Turkish Tycoon Has New Muscle on Iran Sanctions Rap

     MANHATTAN (CN) — Recently losing his fight to await trial in a “gilded cage,” an embattled Turkish gold trader appeared in court Wednesday in a blue prison uniform next to a powerful new advocate: the former solicitor general of the United States.
     Attorney Paul Clement, now representing entrepreneur Reza Zarrab, spent three years as the Department of Justice’s voice at the U.S. Supreme Court before he became a partner at Bancroft PLLC.
     For nearly two hours on Wednesday, Clement tried to convince a federal judge that the Justice Department has applied a “radical” and “unprecedented” interpretation of the International Emergency Economic Powers Act (IEEPA).
     The Iranian-born Reza Zarrab, who runs several billion-dollar enterprises, insists that he had simply wanted to go to Disney World with his wife and 5-year-old daughter when he landed in Miami, Fla. in March.
     Customs officials asked Zarrab for a password to unlock his phone, which was used to sustain an indictment accusing him of violating trade restrictions against his Persian homeland.
     The case has caused a commotion in Turkey, where stocks plummetted upon news of his arrest.
     Opponents of Turkish President Recep Tayyip Erdogan praised Manhattan U.S. Attorney Preet Bharara on Twitter for taking down Zarrab, a business ally of the leader, whose arrest fell at a time of unrest in the Erdogan’s administration.
     In June, Zarrab’s attorneys failed to convince U.S. District Judge Richard Berman to let their client post a bail package keeping him in a cushy Manhattan apartment before trial, an arrangement that sparked controversy about a two-tier system of justice.
     Unable to avoid jail, Zarrab also recently lost a bid to recuse Berman from the case, based on the judge’s criticism of the Erdogan administration as a speaker at the “International Symposium on the Rule of Law and Justice” two years ago in Istanbul.
     Hoping to turn the tide today, Zarrab had some new legal muscle by his side.
     At the start of the hearing, Judge Berman noted that Clement helped overturn his ruling overturning the NFL’s penalty against New England Patriots star quarterback Tom Brady, recently benched for four games for a football-tampering scandal known as “Deflategate.”
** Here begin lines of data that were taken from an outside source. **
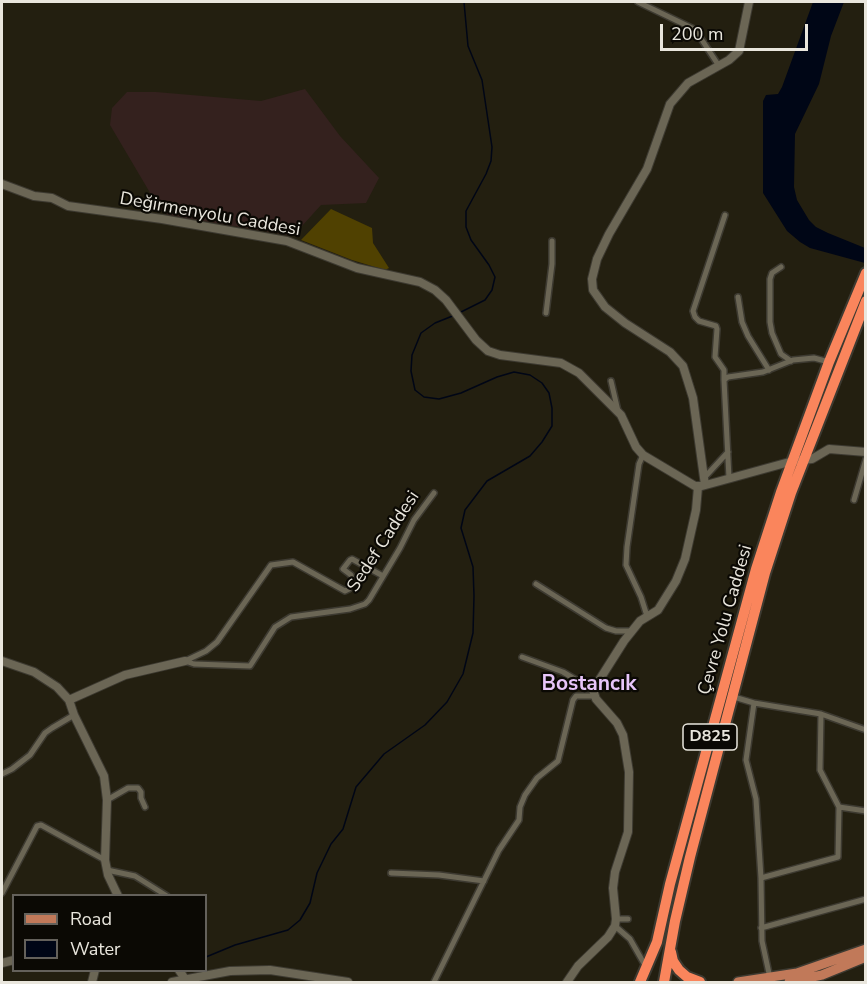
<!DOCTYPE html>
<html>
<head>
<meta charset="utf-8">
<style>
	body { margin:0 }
	#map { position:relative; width:867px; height:984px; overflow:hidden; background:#231f10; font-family:"Nunito Sans",sans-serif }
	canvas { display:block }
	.frame { position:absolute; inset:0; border:3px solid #e9e6dd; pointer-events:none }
	.legend { position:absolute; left:12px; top:894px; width:195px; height:78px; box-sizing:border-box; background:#0b0904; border:2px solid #64615b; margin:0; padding:8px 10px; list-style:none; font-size:18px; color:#e9e6dd }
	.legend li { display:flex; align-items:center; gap:12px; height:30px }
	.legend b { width:30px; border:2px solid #64615b }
	.scale { position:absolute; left:660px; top:24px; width:148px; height:27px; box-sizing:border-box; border:3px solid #e9e6dd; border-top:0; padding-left:8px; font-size:18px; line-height:21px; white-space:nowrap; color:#e9e6dd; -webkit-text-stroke:4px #0b0904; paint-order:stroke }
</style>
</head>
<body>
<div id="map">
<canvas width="867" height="984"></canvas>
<div class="frame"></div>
<ul class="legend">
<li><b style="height:8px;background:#c17959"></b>Road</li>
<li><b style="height:16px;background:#000616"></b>Water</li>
</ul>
<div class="scale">200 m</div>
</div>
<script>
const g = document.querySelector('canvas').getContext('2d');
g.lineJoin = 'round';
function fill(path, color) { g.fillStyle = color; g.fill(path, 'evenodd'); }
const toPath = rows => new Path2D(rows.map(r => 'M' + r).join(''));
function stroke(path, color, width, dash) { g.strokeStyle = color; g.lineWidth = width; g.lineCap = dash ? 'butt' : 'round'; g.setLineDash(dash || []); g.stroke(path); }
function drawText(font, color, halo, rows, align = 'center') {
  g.font = font + ' "Nunito Sans",sans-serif'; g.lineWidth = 4.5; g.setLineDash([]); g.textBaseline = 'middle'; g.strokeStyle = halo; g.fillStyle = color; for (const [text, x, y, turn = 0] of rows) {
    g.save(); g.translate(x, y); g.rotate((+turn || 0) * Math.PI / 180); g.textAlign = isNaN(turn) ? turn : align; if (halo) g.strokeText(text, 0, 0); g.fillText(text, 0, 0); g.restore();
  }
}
fill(toPath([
	[305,89,340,136,379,178,366,203,321,205,293,236,168,215,159,208,110,125,112,108,127,92,156,92,261,101]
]), '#34211e');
fill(toPath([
	[331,209,372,228,373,243,389,268,385,270,352,260,301,240]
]), '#504101');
fill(toPath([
	[813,2,844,2,831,36,819,84,795,134,794,187,797,200,809,220,816,227,828,233,865,248,865,263,810,248,800,242,787,231,763,193,763,101,766,95,778,94,782,87]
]), '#000616');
stroke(toPath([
	[459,313,485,300,492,290,495,277,489,265,471,240,466,227,466,211,486,174,491,161,492,147,482,80,468,46,464,2],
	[206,957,235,945,288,930,300,920,310,903,317,873,331,844,343,829,356,787,384,754,425,725,447,702,463,674,473,633,474,596,473,567,461,528,465,510,487,481,530,456,542,442,552,426,552,408,549,393,542,383,530,375,514,372,497,377,461,393,439,399,424,397,415,390,411,371,412,355,421,333,435,323,455,315]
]), '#000616', 1.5);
const street = toPath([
	[638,2,692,28,698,34,719,66],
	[781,267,772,273,770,279,770,322,772,333,781,354,791,361],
	[738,297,742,322,748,336,769,370],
	[546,313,552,264,552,241],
	[724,380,724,370,715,357,717,329,716,326,699,321,695,317,693,311,725,215],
	[611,381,618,411],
	[643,455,639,464,627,547,626,565,641,597,647,616],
	[704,478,728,452],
	[729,478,724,380,728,377,763,372,793,360,814,358,829,362],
	[854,500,866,459],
	[536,584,606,628,616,631,632,631],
	[522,657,563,672,593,690],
	[185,661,194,664,250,666,275,627,291,617,350,609,365,604,369,600,400,548,414,520,434,493],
	[185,661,206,651,217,642,271,565,293,562,345,591,349,589,352,580,351,575,343,569,350,560,352,559,383,576],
	[734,697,754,703,821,714,820,770,839,807],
	[754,703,746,760,756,799,761,878],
	[821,714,866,730],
	[2,774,12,769,30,755,45,733,52,728,74,715],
	[107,800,128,788,138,788,141,792,141,798,145,807],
	[107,870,135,876,167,896],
	[391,873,439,875,484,881],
	[2,893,37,826,41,825,105,860],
	[616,919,628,919],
	[615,926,630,939,646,967],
	[761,928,866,899],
	[770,978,762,941,761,878,838,857,839,807,866,811],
	[434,982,499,850,519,820,520,807,525,795,537,778,558,761,573,700,576,696,594,696]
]);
const secondary = toPath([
	[2,184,34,196,52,198,68,206,162,219,287,241,357,268,420,282,435,290,446,300,476,340,488,351,500,355,561,363,579,373,621,415,636,447,643,455,695,486,702,486,793,461,812,459,829,449,866,452],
	[705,485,693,398,683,366,670,352,625,323,605,307,593,290,592,279,597,259,609,234,647,169,670,104,688,83,729,60,739,51,749,2],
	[2,661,34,672,57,687,69,700,74,715,104,776,107,800,105,860,108,875,118,896],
	[69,700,125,675,185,661],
	[2,963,14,960],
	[179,970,185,979],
	[92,982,95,970],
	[172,982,230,971,270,970,348,982],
	[567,982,578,966,608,937,615,926,616,919,613,888,615,872,628,832,629,772,623,735,617,723,596,699,593,690,624,641,640,621,658,610,676,581,685,559,696,510,698,487]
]);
const primary = toPath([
	[738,982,797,973,866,949],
	[789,982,822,975,866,957]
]);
const highway = toPath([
	[671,952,673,961,679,970,687,977,700,982],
	[640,982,657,942,670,884,756,569,781,492,829,362,866,273],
	[664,982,675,921,690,857,765,573,791,493,866,301]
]);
stroke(street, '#3d3a31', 8);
stroke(secondary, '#3d3a31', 10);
stroke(primary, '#3d3a31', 12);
stroke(highway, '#3d3a31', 14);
stroke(street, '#6b6655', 5);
stroke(secondary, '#6b6655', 8);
stroke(primary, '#c17959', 9);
stroke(highway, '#fa855c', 10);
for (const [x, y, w] of [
	[710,737,54]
]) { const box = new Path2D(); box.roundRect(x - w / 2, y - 13, w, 26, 4.5); g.fillStyle = '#0b0904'; g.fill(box); stroke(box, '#e9e6dd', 1.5); }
drawText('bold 16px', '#e9e6dd', null, [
	["D825",710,737]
]);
drawText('18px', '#e9e6dd', '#0b0904', [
	["Değirmenyolu Caddesi",210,215,10],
	["Sedef Caddesi",384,542,-57],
	["Çevre Yolu Caddesi",726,620,-74]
]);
drawText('bold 21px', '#e7c5f9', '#0b0904', [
	["Bostancık",589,685]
]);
</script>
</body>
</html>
     Berman had thrown out Brady’s penalty, but Clement helped the league reinstate its punishment in a Second Circuit appeal.
     Perhaps fanning the flames of bias accusations once again, Berman quipped: “I would have appreciated the opportunity to convince you that Tom Brady should have started the season on Game One rather than Game Five, but that’s water under the bridge.”
     After laughter died down in the court, the high-profile lawyering began.
     Clement said that, as applied to his non-U.S. citizen client, the ban against financial relations with Iran is less a sanction than a “boycott.”
     “It would be radical, in the sense that it would expand the whole nature of the sanctions regime,” he added.
     The former soliticitor general’s co-counsel, fellow high-profile attorney Benjamin Brafman, fielded another set of arguments, seeking to suppress the information customs officials found on Zarrab’s phone.
     “This is not a routine border inquiry,” Brafman noted.
     At the time of the arrest, Brafman noted, there had been “great controversy” about the FBI’s ability to crack open iPhones in the wake of the San Bernardino shootings in California.
     “Technology, then, was front and center,” the lawyer added.
     Brafman said that authorities prodded his foreign client to give up his constitutional rights, at a time when courts had not yet resolved the government’s limitations in the electronic age.
     Assistant U.S. Attorney Michael Lockhard argued that there was nothing radical, or even remarkable, about authorities’ actions.
     The prosecutor noted that the IEEPA makes allowances for “external threats” and has an extraterritorial application for U.S. property.
     The transaction in question did go through a U.S. bank.
     As for the iPhone, Lockhard offered a familiar comparison for why the government believes it was fine to ask a traveler to pick it.
     “Just as in the way if you’re carrying locked luggage, you may be asked for the keys to your luggage,” he said.
     Berman asked few questions during the attorneys’ presentations, leaving his personal impressions largely inscrutable, as he reserved decision on the matter.